At this point, I feel it is literally impossible for me to view this as coincidence.  So what am I supposed to do with this information?

In reading the Wikipedia entry for Kintsugi, I see that the philosophies surrounding it are even more in line with AA principles than I realized at first.  Kinstugi can be tied to the Japanese philosophy of wabi-sabi, the idea of beauty that is “imperfect, impermanent, or incomplete.”  Another potentially related concept is that of Mushin, roughly translated as “no mind,” a mental state “achieved when a person’s mind is free from thoughts of angerfear, or ego during…everyday life.”  To illustrate the purported connection between Kintsugi and Mushin:

Not only is there no attempt to hide the damage, but the repair is literally illuminated… a kind of physical expression of the spirit of mushin….Mushin is often literally translated as “no mind,” but carries connotations of fully existing within the moment, of non-attachment, of equanimity amid changing conditions. …The vicissitudes of existence over time, to which all humans are susceptible, could not be clearer than in the breaks, the knocks, and the shattering to which ceramic ware too is subject. This poignancy or aesthetic of existence has been known in Japan as mono no aware, a compassionate sensitivity, or perhaps identification with, [things] outside oneself.

So living in the moment.  One moment (or day) at a time.  Accepting things I cannot change.  Striving to be free from thoughts of anger, fear, or ego.  Did Bill W write this?

Maybe this is intended for me as a beautiful metaphor for the program, one that can sink in more deeply than the sometimes-dry words of the literature…

What are your thoughts on Kintsugi?  Beautiful brokenness?  Have you had similar experiences of something that can only be described as a message from God?  Am I nuts?

Appreciating the Beauty in Imperfection

“No human face is exactly the same in its lines on each side, no leaf perfect in its lobes, no branch in its symmetry. All admit irregularity as they imply change; and to banish imperfection is to destroy expression, to check exertion, to paralyze vitality.

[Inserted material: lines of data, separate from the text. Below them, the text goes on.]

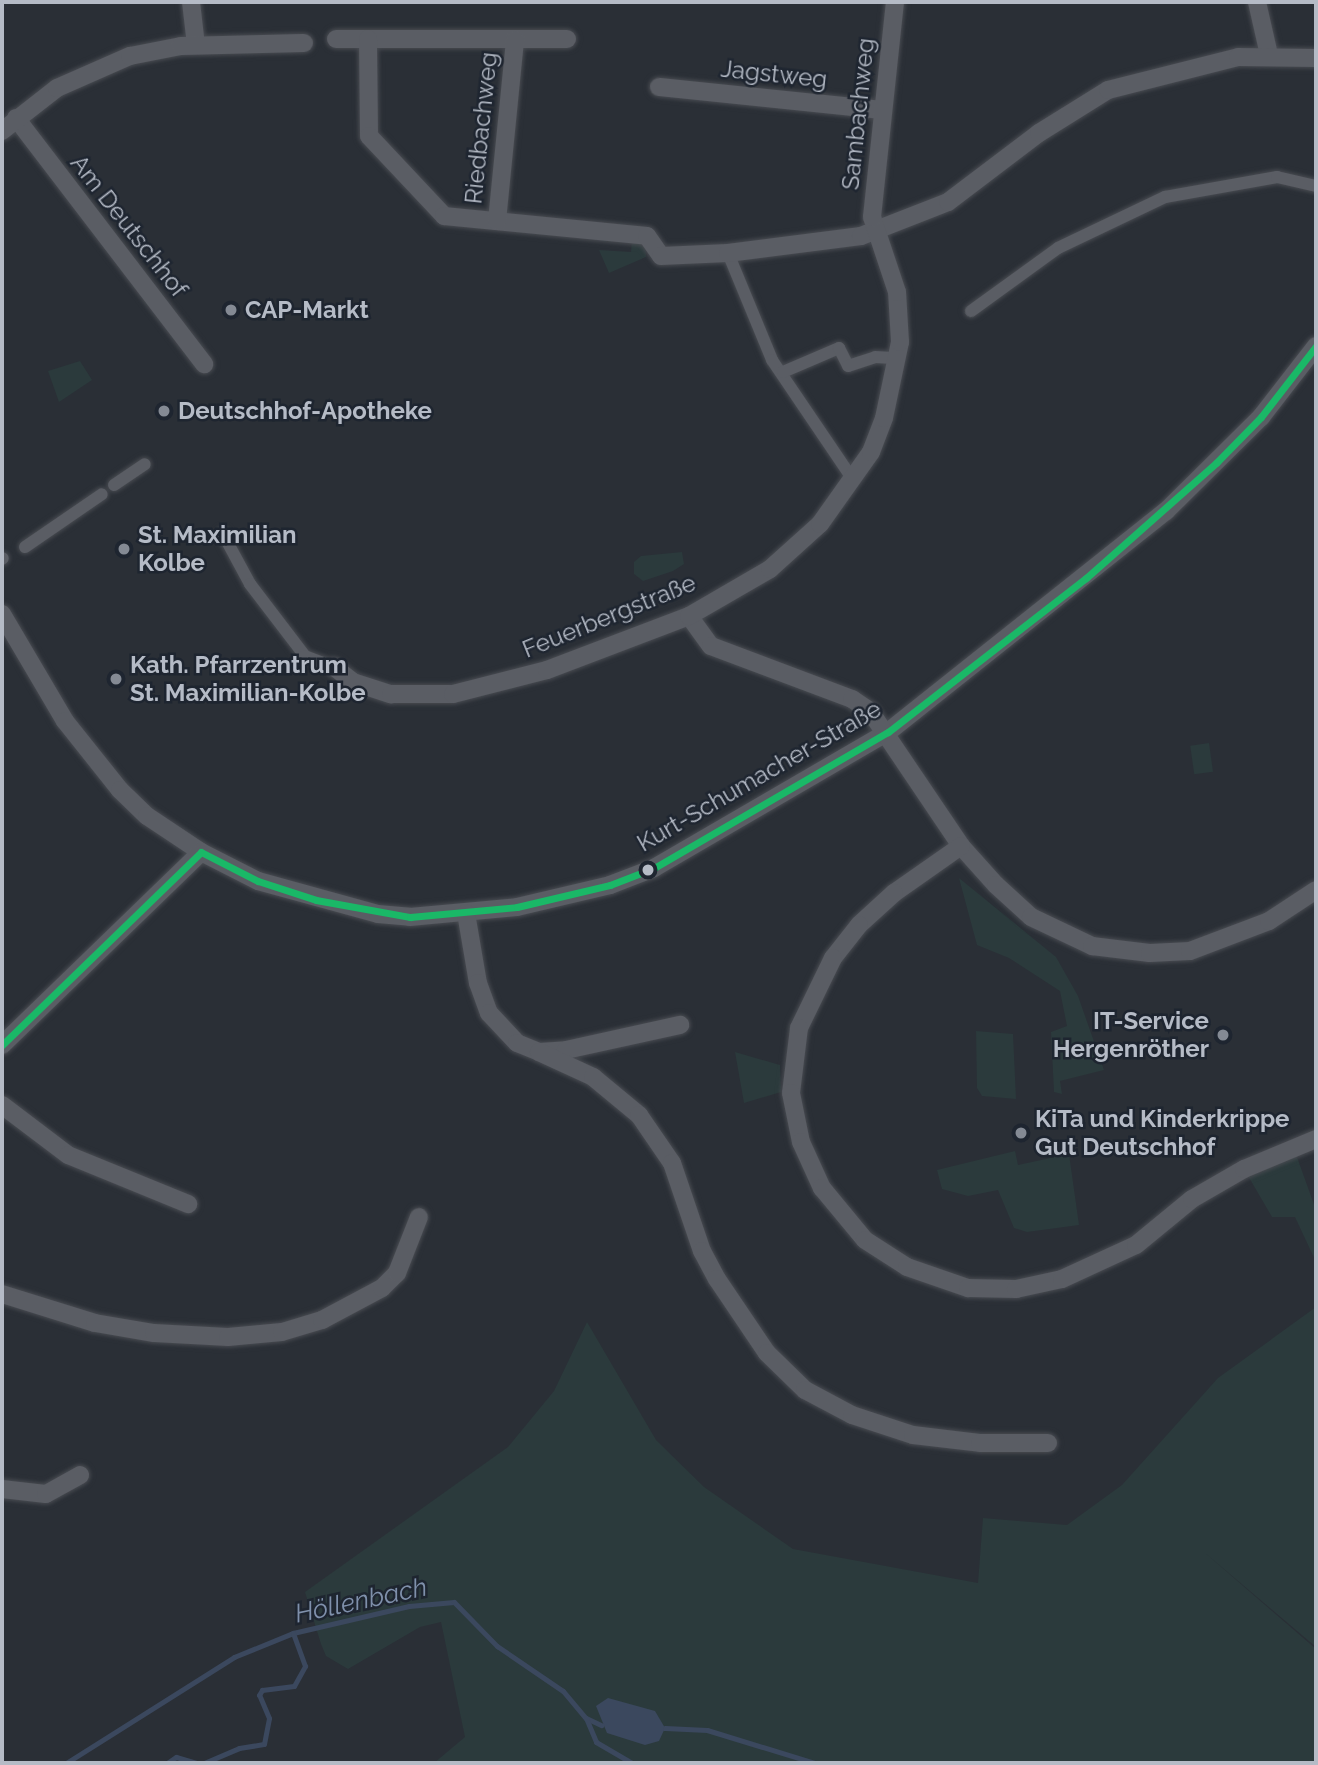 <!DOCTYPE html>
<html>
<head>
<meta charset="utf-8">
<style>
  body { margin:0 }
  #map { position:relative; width:1318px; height:1765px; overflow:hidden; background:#2a2f36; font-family:Raleway,sans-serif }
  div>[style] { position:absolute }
  .green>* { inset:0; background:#2b3a3c; transform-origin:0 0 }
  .water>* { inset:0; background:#3b485e }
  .stream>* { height:5px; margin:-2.5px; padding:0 2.5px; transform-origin:2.5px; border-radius:2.5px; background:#3b485e }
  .roads { filter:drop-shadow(0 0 2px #484b51) drop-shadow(0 0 2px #484b51) }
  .pedestrian>* { height:12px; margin:-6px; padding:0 6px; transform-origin:6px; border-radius:6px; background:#5a5d64 }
  .minor>* { height:18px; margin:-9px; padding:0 9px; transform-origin:9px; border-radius:9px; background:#5a5d64 }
  .bus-1>* { height:7px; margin:-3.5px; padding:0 3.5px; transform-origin:3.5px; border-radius:3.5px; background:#1ab867 }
  .dots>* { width:19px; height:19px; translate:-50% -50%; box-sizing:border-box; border:4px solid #1e2530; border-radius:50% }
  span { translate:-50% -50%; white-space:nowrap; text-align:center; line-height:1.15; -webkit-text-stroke:5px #1e2530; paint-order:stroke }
  .street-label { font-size:24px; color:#b5bbc6 }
  .poi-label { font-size:24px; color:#b5bbc6; font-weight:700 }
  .left { translate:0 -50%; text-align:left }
  .right { translate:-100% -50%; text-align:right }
  .water-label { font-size:26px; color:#7f90ab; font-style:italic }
  .frame { position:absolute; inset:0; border:4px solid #b5bbc6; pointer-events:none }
</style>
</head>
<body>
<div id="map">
  <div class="green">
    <i style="clip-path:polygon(645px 239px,646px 257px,609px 273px,599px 250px,631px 252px,632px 240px)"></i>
    <i style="clip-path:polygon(80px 361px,92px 380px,59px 402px,48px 371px)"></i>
    <i style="clip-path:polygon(682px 552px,684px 564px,673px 571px,643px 581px,634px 574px,634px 562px,641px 556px)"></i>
    <i style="left:1209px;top:743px;width:29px;height:19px;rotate:82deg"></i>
    <i style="clip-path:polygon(959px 878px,1056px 957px,1078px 996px,1104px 1070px,1060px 1081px,1062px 1094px,1054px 1092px,1051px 1032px,1067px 1026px,1060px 991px,1009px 958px,977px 945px)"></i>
    <i style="clip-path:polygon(976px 1031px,1013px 1034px,1016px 1099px,982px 1096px,977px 1088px)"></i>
    <i style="clip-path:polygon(735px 1052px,780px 1065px,781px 1092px,744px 1103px)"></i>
    <i style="clip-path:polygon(1293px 1146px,1316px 1210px,1316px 1262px,1295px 1217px,1272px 1217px,1244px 1169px)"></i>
    <i style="clip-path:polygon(1015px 1151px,1018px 1165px,1069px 1154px,1079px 1225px,1027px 1232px,1014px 1228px,998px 1190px,968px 1196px,942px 1189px,937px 1170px)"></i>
    <i style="clip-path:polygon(1316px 1307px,1316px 1647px,1204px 1552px,1316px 1649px,1316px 1763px,434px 1763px,465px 1737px,441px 1622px,420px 1627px,348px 1669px,326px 1656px,321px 1644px,305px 1592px,508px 1447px,554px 1391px,587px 1322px,656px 1440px,704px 1487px,793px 1549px,978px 1583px,983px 1518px,1067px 1525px,1122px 1485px,1218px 1378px)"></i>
  </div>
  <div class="water">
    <i style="clip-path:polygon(608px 1698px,655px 1711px,665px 1728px,659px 1741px,645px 1745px,607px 1733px,596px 1706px)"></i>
  </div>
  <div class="stream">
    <i style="left:586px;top:1718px;width:17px;rotate:25deg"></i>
    <i style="left:665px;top:1728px;width:42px;rotate:2.7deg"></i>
    <i style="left:707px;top:1730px;width:113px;rotate:17deg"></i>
    <i style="left:66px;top:1763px;width:199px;rotate:-32.2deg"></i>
    <i style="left:234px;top:1657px;width:64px;rotate:-22.1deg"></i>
    <i style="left:293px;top:1633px;width:119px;rotate:-13.1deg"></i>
    <i style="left:409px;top:1606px;width:45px;rotate:-5.1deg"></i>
    <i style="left:454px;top:1602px;width:62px;rotate:45.7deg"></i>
    <i style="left:497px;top:1646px;width:80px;rotate:34.3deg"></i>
    <i style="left:563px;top:1691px;width:35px;rotate:50deg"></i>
    <i style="left:586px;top:1718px;width:26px;rotate:67deg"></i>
    <i style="left:596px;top:1742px;width:42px;rotate:30.3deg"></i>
    <i style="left:167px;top:1763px;width:11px;rotate:-34deg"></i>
    <i style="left:176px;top:1757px;width:22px;rotate:16deg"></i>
    <i style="left:204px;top:1763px;width:38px;rotate:-23deg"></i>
    <i style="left:239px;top:1748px;width:25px;rotate:-9deg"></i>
    <i style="left:264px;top:1744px;width:26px;rotate:-79deg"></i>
    <i style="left:269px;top:1718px;width:25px;rotate:-113deg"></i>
    <i style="left:259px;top:1695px;width:6px;rotate:-59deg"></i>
    <i style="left:262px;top:1690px;width:32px;rotate:-7deg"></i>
    <i style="left:294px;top:1686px;width:23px;rotate:-61deg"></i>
    <i style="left:305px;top:1666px;width:35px;rotate:-110deg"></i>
  </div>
  <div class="roads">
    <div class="pedestrian">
      <i style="left:728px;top:253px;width:116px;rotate:67.6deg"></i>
      <i style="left:772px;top:360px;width:146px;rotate:55.9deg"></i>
      <i style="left:971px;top:311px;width:107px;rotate:-35.9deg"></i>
      <i style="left:1058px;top:248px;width:119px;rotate:-25.5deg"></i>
      <i style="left:1165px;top:197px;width:114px;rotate:-10.1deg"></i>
      <i style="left:1277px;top:177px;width:40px;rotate:13deg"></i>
      <i style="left:783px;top:372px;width:61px;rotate:-23.2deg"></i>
      <i style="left:839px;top:348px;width:20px;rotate:63deg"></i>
      <i style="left:848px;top:366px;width:28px;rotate:-18deg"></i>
      <i style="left:875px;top:357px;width:22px;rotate:3deg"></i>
      <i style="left:114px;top:485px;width:37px;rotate:-34deg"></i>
      <i style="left:223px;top:534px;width:57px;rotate:61.6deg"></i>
      <i style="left:250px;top:584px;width:91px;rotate:52.6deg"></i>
      <i style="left:305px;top:656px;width:31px;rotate:21deg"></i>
      <i style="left:25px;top:547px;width:93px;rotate:-34.5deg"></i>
      <i style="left:2px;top:559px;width:1px;rotate:-45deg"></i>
    </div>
    <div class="minor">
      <i style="left:191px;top:2px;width:43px;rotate:83.4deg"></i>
      <i style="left:1257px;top:2px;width:54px;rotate:77.2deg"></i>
      <i style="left:336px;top:39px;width:32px"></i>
      <i style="left:567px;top:39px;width:199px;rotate:180deg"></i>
      <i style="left:368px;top:39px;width:97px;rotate:89.4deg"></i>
      <i style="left:369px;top:136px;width:110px;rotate:46.8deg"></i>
      <i style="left:444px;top:216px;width:204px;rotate:5.6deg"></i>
      <i style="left:647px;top:236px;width:24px;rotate:55deg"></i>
      <i style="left:661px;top:256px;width:67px;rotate:-2.6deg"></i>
      <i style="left:728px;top:253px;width:134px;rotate:-7.3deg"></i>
      <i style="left:861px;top:236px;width:93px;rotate:-21.3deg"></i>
      <i style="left:948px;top:202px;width:114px;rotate:-37.2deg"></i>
      <i style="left:1039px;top:133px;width:81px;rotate:-31.9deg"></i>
      <i style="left:1108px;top:90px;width:134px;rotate:-14.2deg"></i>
      <i style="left:1238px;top:57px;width:78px;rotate:0.7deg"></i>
      <i style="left:659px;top:87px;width:225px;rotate:5.9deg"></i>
      <i style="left:16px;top:118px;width:310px;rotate:52.6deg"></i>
      <i style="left:2px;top:131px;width:70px;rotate:-38deg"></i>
      <i style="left:57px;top:88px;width:80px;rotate:-23.7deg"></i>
      <i style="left:130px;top:56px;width:52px;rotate:-11.1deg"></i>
      <i style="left:181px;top:46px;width:123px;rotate:-1.4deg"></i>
      <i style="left:497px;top:221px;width:182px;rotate:-84.3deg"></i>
      <i style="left:2px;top:614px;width:124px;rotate:59.5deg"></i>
      <i style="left:65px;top:721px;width:88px;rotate:51.4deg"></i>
      <i style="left:120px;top:790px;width:37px;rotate:44deg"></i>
      <i style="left:147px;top:816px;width:65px;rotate:33.7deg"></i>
      <i style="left:201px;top:852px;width:64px;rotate:27deg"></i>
      <i style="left:258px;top:881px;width:124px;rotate:15.4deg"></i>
      <i style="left:378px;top:914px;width:32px;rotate:5deg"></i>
      <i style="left:410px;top:917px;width:107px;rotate:-5.3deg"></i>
      <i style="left:517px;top:907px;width:96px;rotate:-13.3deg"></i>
      <i style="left:610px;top:885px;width:47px;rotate:-21.1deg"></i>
      <i style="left:654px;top:868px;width:271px;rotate:-30.2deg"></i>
      <i style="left:888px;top:732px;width:355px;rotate:-38.5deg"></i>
      <i style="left:1166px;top:511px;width:134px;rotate:-44.7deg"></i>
      <i style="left:1261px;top:417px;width:90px;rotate:-52.2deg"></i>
      <i style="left:689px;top:616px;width:37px;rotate:54deg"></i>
      <i style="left:711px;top:646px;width:151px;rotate:20.6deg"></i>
      <i style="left:852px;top:699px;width:22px;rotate:34deg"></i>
      <i style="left:870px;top:711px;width:163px;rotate:56deg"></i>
      <i style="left:961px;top:846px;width:52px;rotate:48.1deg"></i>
      <i style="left:996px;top:885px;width:47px;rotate:42.4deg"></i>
      <i style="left:1031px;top:917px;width:68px;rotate:25.4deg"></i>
      <i style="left:1092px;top:946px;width:58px;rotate:6.9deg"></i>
      <i style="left:1150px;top:953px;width:40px;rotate:-2.9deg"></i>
      <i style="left:1190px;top:951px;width:85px;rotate:-20.8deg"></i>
      <i style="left:1269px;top:921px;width:56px;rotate:-33.4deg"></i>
      <i style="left:334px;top:667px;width:24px;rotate:38deg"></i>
      <i style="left:353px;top:682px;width:40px;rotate:18deg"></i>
      <i style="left:391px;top:694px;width:62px"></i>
      <i style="left:453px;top:694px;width:97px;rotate:-14.3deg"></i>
      <i style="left:547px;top:670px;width:152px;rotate:-20.8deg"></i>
      <i style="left:689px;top:616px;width:94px;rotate:-30.1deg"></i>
      <i style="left:770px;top:569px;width:67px;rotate:-42deg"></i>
      <i style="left:820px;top:524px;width:88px;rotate:-54.7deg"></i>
      <i style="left:871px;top:452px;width:36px;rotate:-69deg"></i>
      <i style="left:884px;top:418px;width:78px;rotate:-78.1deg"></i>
      <i style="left:900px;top:342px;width:50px;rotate:-93.4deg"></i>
      <i style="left:897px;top:292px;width:79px;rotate:-108.4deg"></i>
      <i style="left:872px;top:217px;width:216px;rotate:-83.9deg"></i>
      <i style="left:961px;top:846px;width:82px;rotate:145deg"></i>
      <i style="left:894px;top:893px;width:47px;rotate:137.6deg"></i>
      <i style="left:859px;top:925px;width:42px;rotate:128.2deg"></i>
      <i style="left:833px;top:958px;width:78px;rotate:115.9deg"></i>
      <i style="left:799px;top:1028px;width:65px;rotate:97deg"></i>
      <i style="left:791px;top:1093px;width:50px;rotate:78.5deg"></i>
      <i style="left:801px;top:1142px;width:51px;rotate:65.5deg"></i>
      <i style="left:822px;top:1188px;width:67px;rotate:50.4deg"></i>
      <i style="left:865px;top:1240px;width:50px;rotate:32.7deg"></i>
      <i style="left:907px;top:1267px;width:65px;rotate:19deg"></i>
      <i style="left:968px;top:1288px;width:48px;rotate:1.2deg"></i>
      <i style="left:1016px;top:1289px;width:47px;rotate:-12.3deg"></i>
      <i style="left:1062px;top:1279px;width:81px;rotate:-24.7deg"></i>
      <i style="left:1136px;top:1245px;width:72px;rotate:-39.4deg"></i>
      <i style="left:1192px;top:1199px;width:60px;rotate:-30deg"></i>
      <i style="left:1244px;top:1169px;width:78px;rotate:-22.6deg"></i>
      <i style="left:466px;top:913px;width:71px;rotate:80.3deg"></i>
      <i style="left:478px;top:983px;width:32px;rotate:70deg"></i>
      <i style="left:489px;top:1013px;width:41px;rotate:47deg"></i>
      <i style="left:517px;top:1043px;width:24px;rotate:22deg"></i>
      <i style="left:539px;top:1052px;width:27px;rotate:-4deg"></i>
      <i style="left:566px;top:1050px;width:117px;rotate:-12.4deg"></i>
      <i style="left:2px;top:1045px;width:277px;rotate:-44.1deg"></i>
      <i style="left:539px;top:1052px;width:60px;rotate:24.8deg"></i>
      <i style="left:593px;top:1077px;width:60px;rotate:39.6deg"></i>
      <i style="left:639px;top:1115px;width:58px;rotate:55.5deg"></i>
      <i style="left:672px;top:1163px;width:93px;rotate:71.2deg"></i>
      <i style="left:702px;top:1251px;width:32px;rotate:62deg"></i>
      <i style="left:717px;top:1279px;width:89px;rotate:56deg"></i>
      <i style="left:767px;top:1353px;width:53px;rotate:44.2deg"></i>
      <i style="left:805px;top:1390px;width:53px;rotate:28deg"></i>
      <i style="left:852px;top:1415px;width:64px;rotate:18.2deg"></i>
      <i style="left:913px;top:1435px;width:67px;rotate:6.8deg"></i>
      <i style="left:980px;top:1443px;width:68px"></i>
      <i style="left:2px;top:1105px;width:83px;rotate:37.1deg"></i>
      <i style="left:68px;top:1155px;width:130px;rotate:22.2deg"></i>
      <i style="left:2px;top:1294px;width:97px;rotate:17.3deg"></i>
      <i style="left:95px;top:1323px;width:60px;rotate:9.6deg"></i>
      <i style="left:154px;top:1333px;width:74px;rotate:3.1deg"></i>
      <i style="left:228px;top:1337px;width:54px;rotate:-5.3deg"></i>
      <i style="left:282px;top:1332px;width:42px;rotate:-16.7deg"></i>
      <i style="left:322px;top:1320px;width:68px;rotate:-28.1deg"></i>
      <i style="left:382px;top:1288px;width:21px;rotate:-45deg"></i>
      <i style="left:397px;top:1273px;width:60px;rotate:-68.6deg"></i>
      <i style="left:2px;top:1489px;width:44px;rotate:6.5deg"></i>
      <i style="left:46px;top:1494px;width:39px;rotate:-29deg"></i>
    </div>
  </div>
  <div class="bus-1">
    <i style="left:201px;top:852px;width:64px;rotate:27deg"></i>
    <i style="left:258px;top:881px;width:61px;rotate:18.1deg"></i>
    <i style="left:316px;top:900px;width:96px;rotate:10.3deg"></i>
    <i style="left:410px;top:917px;width:107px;rotate:-5.3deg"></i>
    <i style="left:517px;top:907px;width:96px;rotate:-13.3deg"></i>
    <i style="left:610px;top:885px;width:47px;rotate:-21.1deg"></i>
    <i style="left:654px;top:868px;width:271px;rotate:-30.2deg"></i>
    <i style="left:888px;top:732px;width:251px;rotate:-37.9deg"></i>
    <i style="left:1086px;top:578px;width:174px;rotate:-41.5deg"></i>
    <i style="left:1216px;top:463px;width:64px;rotate:-45.6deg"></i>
    <i style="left:1261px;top:417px;width:90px;rotate:-52.2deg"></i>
    <i style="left:2px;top:1045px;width:277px;rotate:-44.1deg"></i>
  </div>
  <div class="dots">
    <i style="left:231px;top:310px;background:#848a94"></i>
    <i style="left:164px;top:411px;background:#848a94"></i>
    <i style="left:124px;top:549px;background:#848a94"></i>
    <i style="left:116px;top:679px;background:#848a94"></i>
    <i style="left:648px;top:870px;background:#b5bbc6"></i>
    <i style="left:1223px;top:1035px;background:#848a94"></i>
    <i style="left:1021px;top:1133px;background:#848a94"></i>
  </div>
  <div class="street-label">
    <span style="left:774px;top:74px;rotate:6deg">Jagstweg</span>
    <span style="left:858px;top:114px;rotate:-84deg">Sambachweg</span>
    <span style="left:481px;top:128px;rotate:-84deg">Riedbachweg</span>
    <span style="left:129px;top:226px;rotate:52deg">Am Deutschhof</span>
    <span style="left:609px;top:616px;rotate:-22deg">Feuerbergstraße</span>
    <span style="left:759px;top:776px;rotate:-30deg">Kurt-Schumacher-Straße</span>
  </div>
  <div class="poi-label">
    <span class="left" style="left:245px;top:310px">CAP-Markt</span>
    <span class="left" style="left:178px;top:411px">Deutschhof-Apotheke</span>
    <span class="left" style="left:138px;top:549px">St. Maximilian<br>Kolbe</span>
    <span class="left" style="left:130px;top:679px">Kath. Pfarrzentrum<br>St. Maximilian-Kolbe</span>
    <span class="right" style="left:1209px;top:1035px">IT-Service<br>Hergenröther</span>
    <span class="left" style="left:1035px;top:1133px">KiTa und Kinderkrippe<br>Gut Deutschhof</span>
  </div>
  <div class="water-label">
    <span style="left:361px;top:1601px;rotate:-12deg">Höllenbach</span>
  </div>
  <div class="frame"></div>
</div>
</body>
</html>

All things are literally better, lovelier, and more beloved for the imperfections which have been divinely appointed, that the law of human life may be Effort, and the law of human judgment, Mercy.”                          -John Ruskin

I have been working for some time now on trying to form a philosophy of life, something that will bring some sense and reason to the chaos we all experience every day.  I have been aware of several of my personal shortcomings for a long time, and I’ve always liked to collect quotes related to those things.  What has amazed me, though, is that in years of mulling things over and researching quotes, nothing has really stuck with me.  Words are worthless if they are not backed up by action.  That must be why it seems that, all of a sudden, the things I’ve been ruminating on for so long are finally starting to fall into place.

One of the issues I deal with is a perfectionism so strong that it paralyzes me.  In the past, if I couldn’t do something well on the first try, I wasn’t interested.  This approach precluded just about any new endeavor that might present itself.  Over and over, I would come back to the idea that I should write, but I just couldn’t bring myself to put down even the first letter of the first word.  I love to sing, and I bought recording equipment and software five years ago, and in that time I’ve recorded two or three songs.  The list goes on.

What has occurred to me recently is that in avoiding these things, I’ve been making a conscious choice not to live my life, to instead block out the possibility of so many potentially wonderful things!  Recently, I have been able to let go of the fear of failure.  Knowing that perfection is not possible or even desirable allows me to try new things without fear.  Nothing bad will come of my attempting to write, or out of trying any other new form of expression.  If I try and fail at first, the failure is not a reflection of some personal shortcoming; rather, it is an opportunity to learn and grow.  For this reason, I can now try new things, looking forward to the education I will undoubtedly receive along the way.  Branching out and embracing the opportunity for failure, accepting the beauty in my imperfection, allows me to improve and expand myself in ways that were previously impossible.